» Work order
Below this line are records; write out exactly the lines from the one containing "Please mark all" through the one containing "Annotate the image: name", with the pictures left out.

== Segment start ==

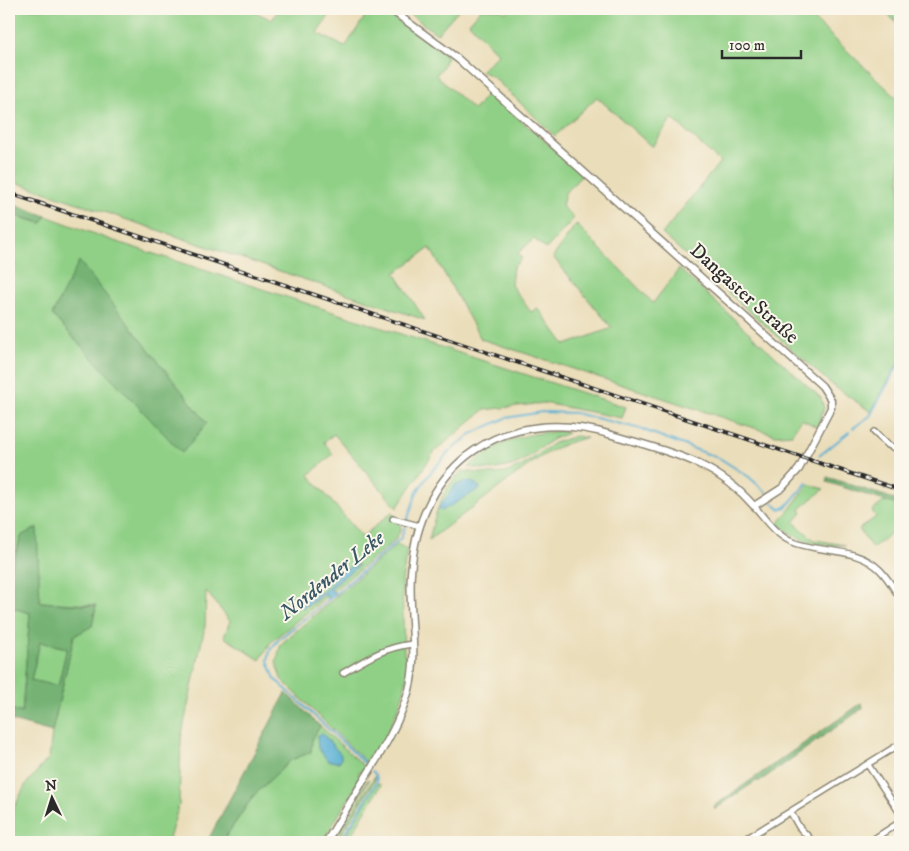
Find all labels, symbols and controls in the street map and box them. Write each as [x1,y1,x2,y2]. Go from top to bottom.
scale bar [722,28,800,60]
text: 100 m [729,36,765,55]
street label: Dangaster Straße [684,238,804,350]
water label: Nordender Leke [273,525,390,627]
north arrow [28,774,78,824]
text: N [45,777,58,795]

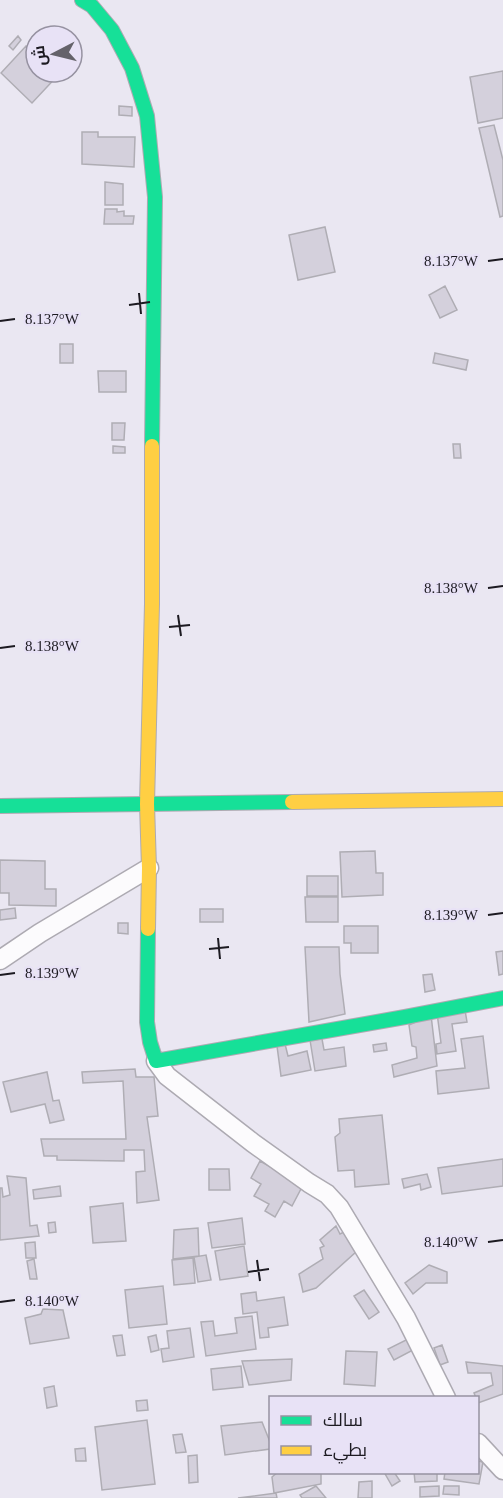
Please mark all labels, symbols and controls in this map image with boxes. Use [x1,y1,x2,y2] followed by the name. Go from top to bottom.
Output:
[24,24,84,84] north arrow
[30,44,50,67] text: ش
[424,253,479,269] text: 8.137°W
[25,311,80,327] text: 8.137°W
[424,580,479,596] text: 8.138°W
[25,638,80,654] text: 8.138°W
[424,907,479,923] text: 8.139°W
[25,965,80,981] text: 8.139°W
[424,1234,479,1250] text: 8.140°W
[25,1293,80,1309] text: 8.140°W
[269,1396,479,1474] legend
[323,1410,363,1430] text: سالك
[323,1440,367,1464] text: بطيء

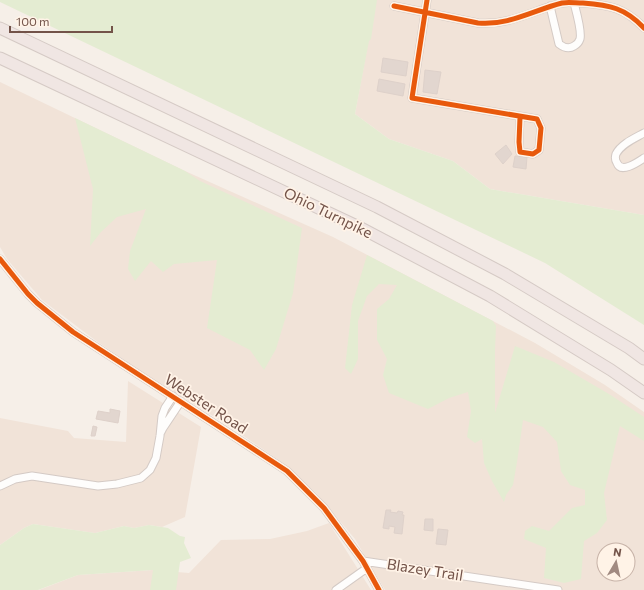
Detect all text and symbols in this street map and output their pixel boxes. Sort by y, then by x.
scale bar [10,8,112,34]
text: 100 m [16,14,50,28]
street label: Ohio Turnpike [281,183,376,241]
street label: Webster Road [162,370,251,437]
north arrow [596,542,636,582]
text: N [613,545,623,559]
street label: Blazey Trail [386,554,465,584]

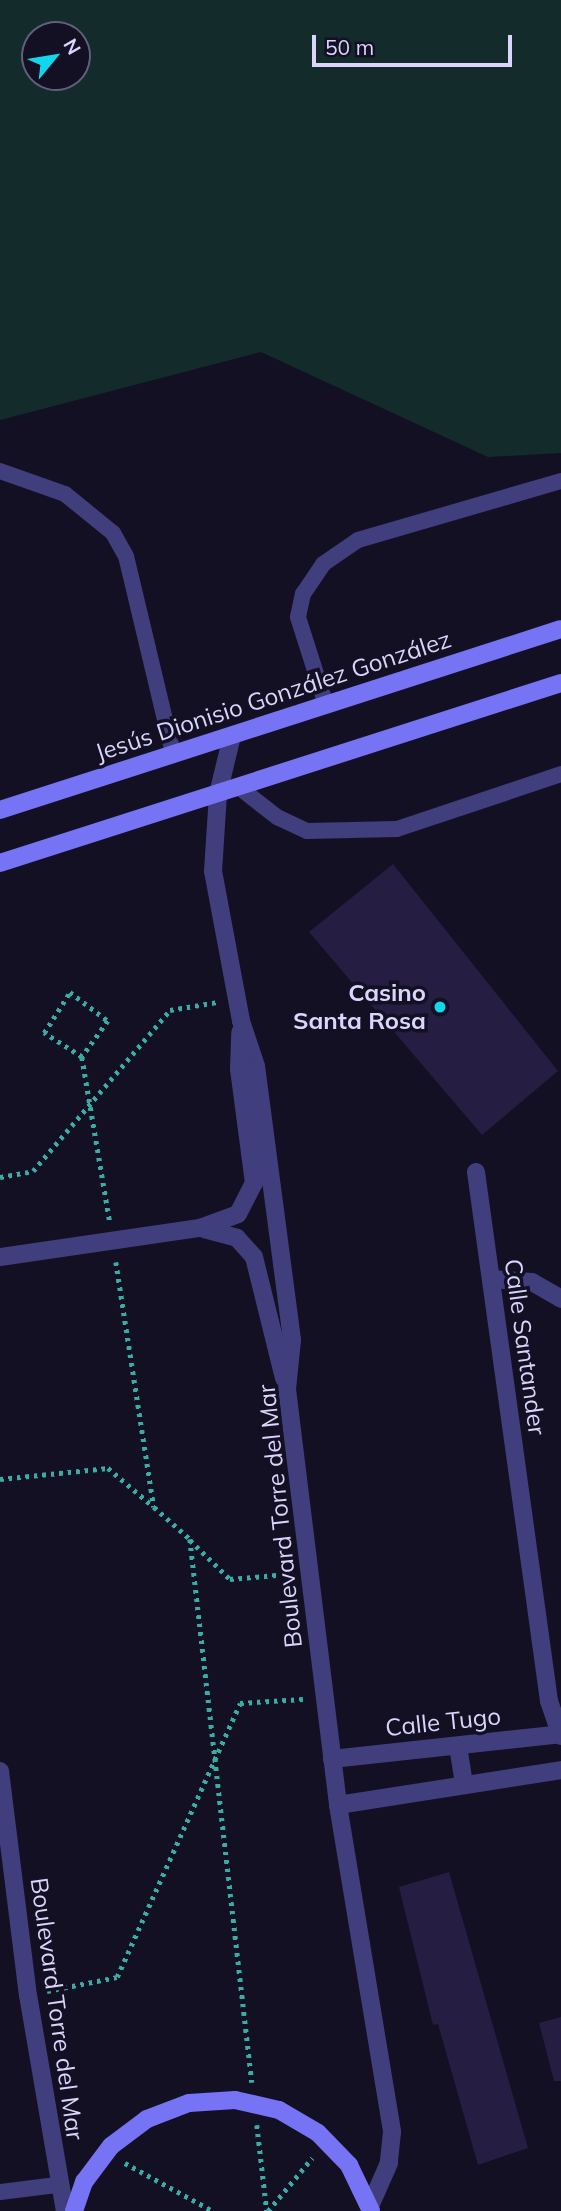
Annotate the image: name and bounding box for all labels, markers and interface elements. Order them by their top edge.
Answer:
north arrow [21,21,91,91]
scale bar [316,21,516,65]
text: N [58,34,86,59]
text: 50 m [325,34,374,60]
street label: Jesús Dionisio González González [91,625,455,767]
place label: Casino Santa Rosa [293,979,426,1035]
marker: Casino Santa Rosa [432,999,448,1015]
street label: Calle Santander [498,1257,552,1437]
street label: Boulevard Torre del Mar [252,1383,308,1649]
street label: Calle Tugo [384,1702,502,1742]
street label: Boulevard Torre del Mar [24,1876,90,2142]

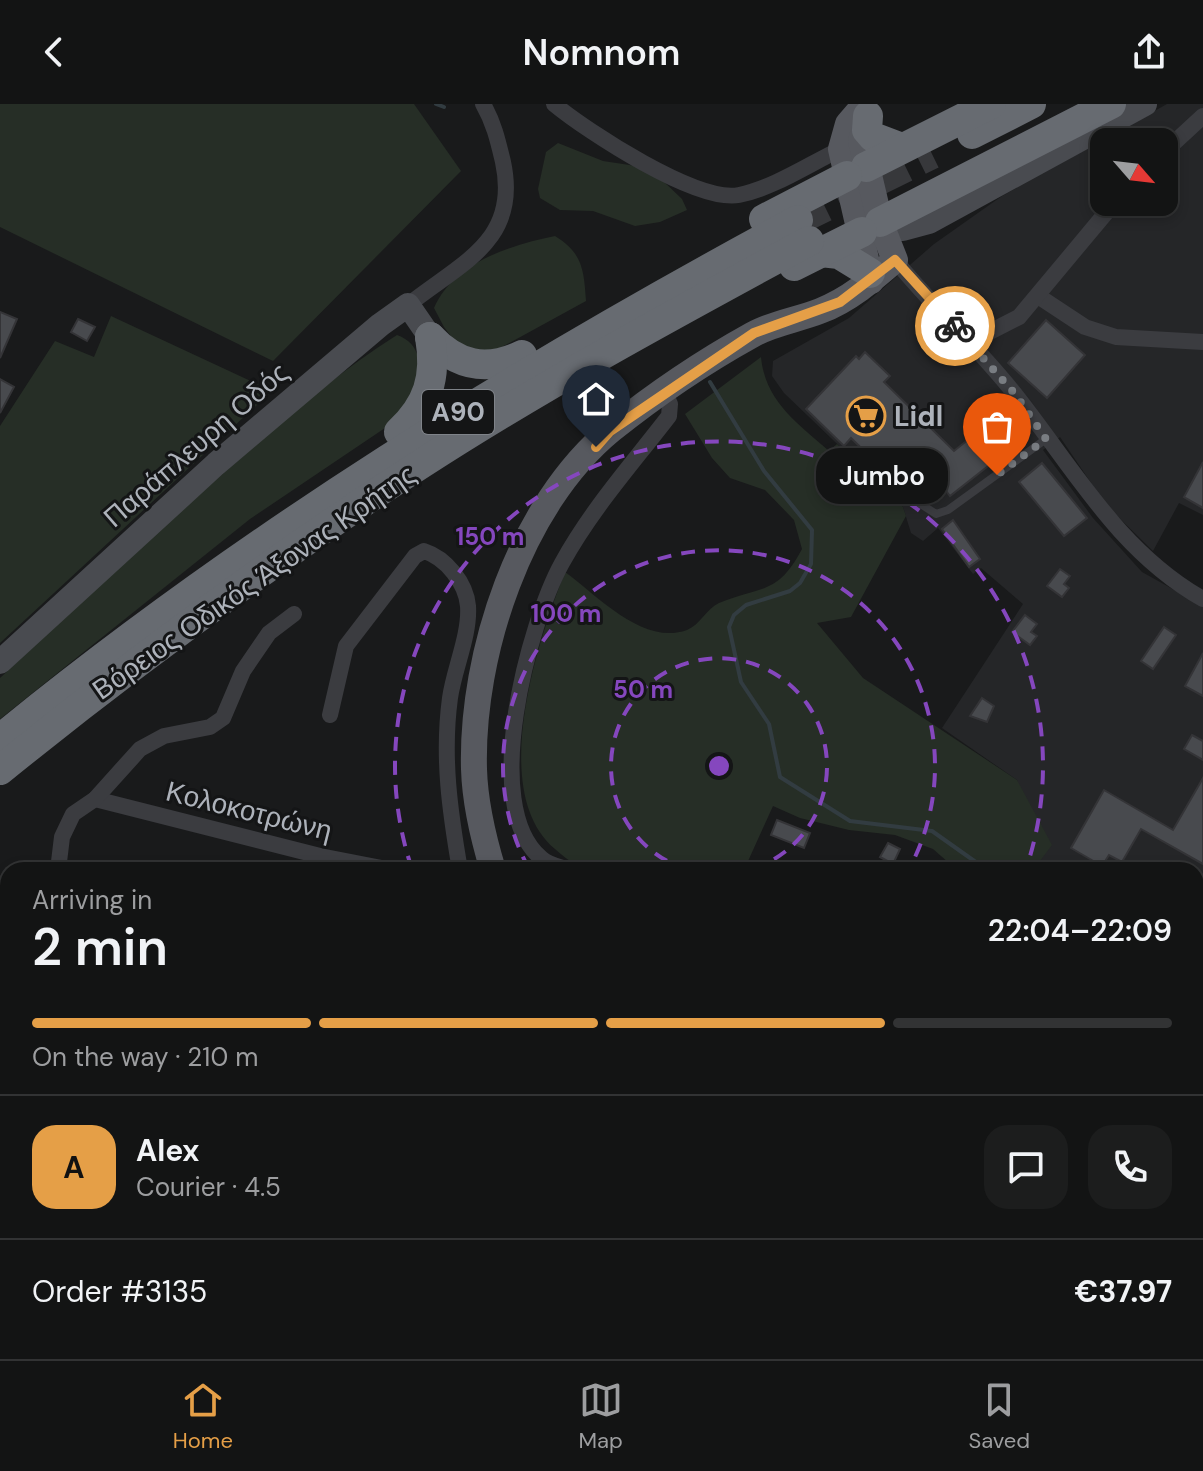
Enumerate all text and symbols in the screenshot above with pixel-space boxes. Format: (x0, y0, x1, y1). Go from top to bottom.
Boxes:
text: Nomnom (523, 29, 680, 76)
icon: back (32, 30, 76, 74)
icon: share (1127, 30, 1171, 74)
north arrow (1090, 128, 1178, 216)
map controls (1090, 128, 1178, 216)
courier (915, 286, 995, 366)
icon: bike (933, 304, 977, 348)
street label: Παράπλευρη Οδός (96, 354, 296, 536)
pin (562, 365, 630, 447)
icon: home (574, 377, 618, 421)
road number: Α90 (422, 390, 494, 434)
pin (963, 393, 1031, 475)
supermarket icon: Lidl (845, 395, 887, 437)
place label: Lidl (894, 398, 943, 435)
icon: bag (975, 405, 1019, 449)
callout: Jumbo (817, 447, 949, 503)
street label: Βόρειος Οδικός Άξονας Κρήτης (85, 456, 423, 708)
text: Jumbo (839, 459, 925, 493)
text: 150 m (456, 521, 524, 552)
text: 100 m (531, 598, 601, 629)
text: 50 m (613, 674, 673, 705)
centre of rings (705, 752, 733, 780)
street label: Κολοκοτρώνη (162, 773, 336, 849)
text: Arriving in (32, 883, 152, 917)
text: 22:04–22:09 (988, 911, 1172, 950)
text: 2 min (32, 913, 168, 981)
text: On the way · 210 m (32, 1040, 258, 1074)
button: chat (984, 1125, 1068, 1209)
button: phone (1088, 1125, 1172, 1209)
text: Alex (136, 1131, 199, 1170)
text: A (63, 1148, 85, 1187)
text: Courier · 4.5 (136, 1170, 281, 1204)
text: Order #3135 (32, 1272, 207, 1311)
text: €37.97 (1075, 1272, 1172, 1311)
tab: Home (173, 1378, 233, 1455)
tab: Map (579, 1378, 623, 1455)
tab: Saved (968, 1378, 1030, 1455)

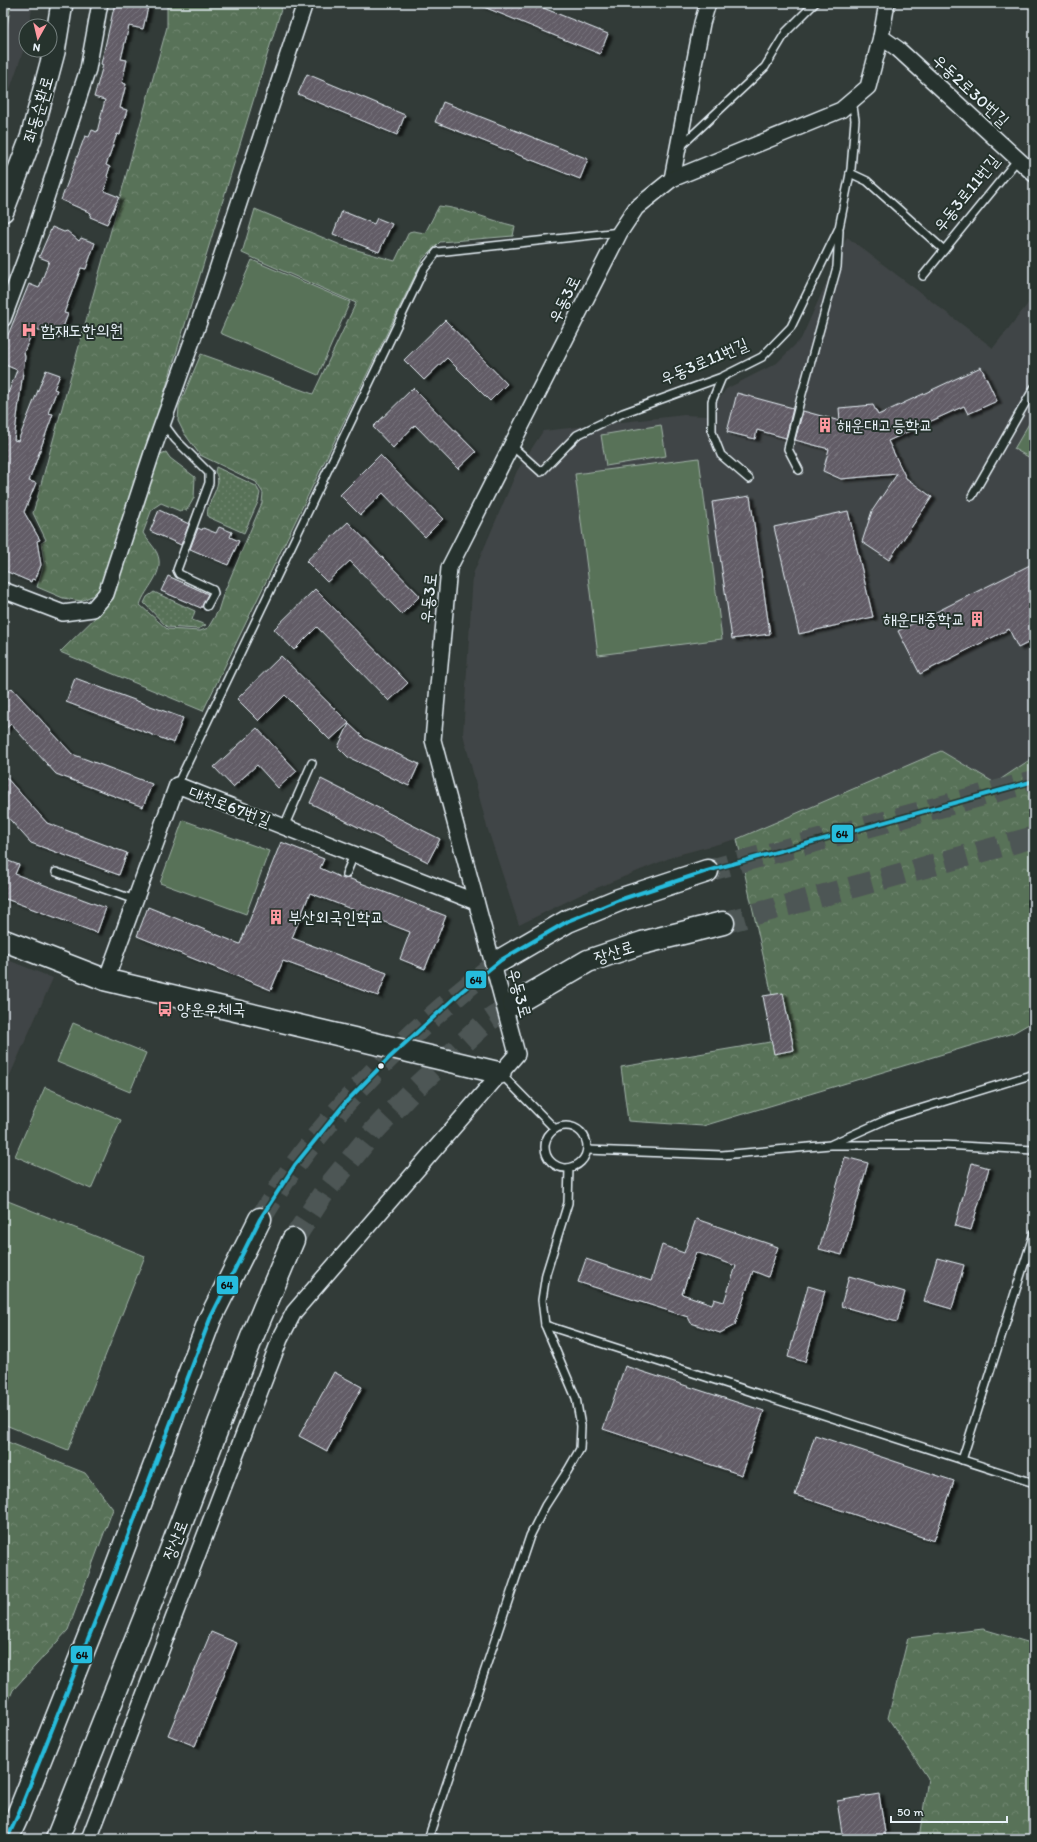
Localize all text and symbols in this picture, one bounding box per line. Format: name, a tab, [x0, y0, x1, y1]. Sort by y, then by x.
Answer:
north arrow	[18, 18, 58, 58]
text: N	[32, 40, 41, 54]
street label: 우동2로30번길	[929, 50, 1014, 131]
street label: 좌동순환로	[19, 73, 57, 145]
street label: 우동3로11번길	[929, 150, 1003, 236]
street label: 우동3로	[544, 272, 584, 326]
place label: 함재도한의원	[41, 320, 123, 340]
hospital icon: 함재도한의원	[20, 321, 38, 339]
street label: 우동3로11번길	[657, 333, 751, 388]
place label: 해운대고등학교	[837, 415, 933, 435]
building icon: 해운대고등학교	[816, 416, 834, 434]
street label: 우동3로	[415, 572, 441, 624]
place label: 해운대중학교	[883, 609, 965, 629]
building icon: 해운대중학교	[968, 610, 986, 628]
street label: 대천로67번길	[186, 781, 274, 831]
line badge: 64	[831, 824, 854, 843]
text: 64	[836, 828, 849, 841]
place label: 부산외국인학교	[288, 907, 384, 927]
building icon: 부산외국인학교	[267, 908, 285, 926]
street label: 장산로	[591, 936, 637, 968]
street label: 우동3로	[504, 966, 536, 1020]
line badge: 64	[465, 970, 487, 989]
text: 64	[470, 974, 483, 987]
place label: 양운우체국	[177, 999, 245, 1019]
bus stop icon: 양운우체국	[156, 1000, 174, 1018]
unlabelled marker	[376, 1061, 386, 1071]
line badge: 64	[216, 1275, 239, 1295]
text: 64	[221, 1279, 234, 1292]
street label: 장산로	[158, 1517, 192, 1563]
line badge: 64	[70, 1645, 93, 1664]
text: 64	[76, 1649, 89, 1662]
scale bar	[891, 1798, 1007, 1824]
text: 50 m	[897, 1805, 923, 1819]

== Segment end ==

» Result
Please mark all labels, symbols and controls in this map image with boxes. Use [x1,y1,x2,y2] followed by the name. Go from top to bottom.
Output:
[24,24,84,84] north arrow
[30,44,50,67] text: ش
[424,253,479,269] text: 8.137°W
[25,311,80,327] text: 8.137°W
[424,580,479,596] text: 8.138°W
[25,638,80,654] text: 8.138°W
[424,907,479,923] text: 8.139°W
[25,965,80,981] text: 8.139°W
[424,1234,479,1250] text: 8.140°W
[25,1293,80,1309] text: 8.140°W
[269,1396,479,1474] legend
[323,1410,363,1430] text: سالك
[323,1440,367,1464] text: بطيء

Detect all text and symbols in this street map and output their pixel boxes. Sort by y, then by x.
scale bar [10,8,112,34]
text: 100 m [16,14,50,28]
street label: Ohio Turnpike [281,183,376,241]
street label: Webster Road [162,370,251,437]
north arrow [596,542,636,582]
text: N [613,545,623,559]
street label: Blazey Trail [386,554,465,584]

Annotate the image: name and bounding box for all labels, markers and interface elements. Order them by their top edge.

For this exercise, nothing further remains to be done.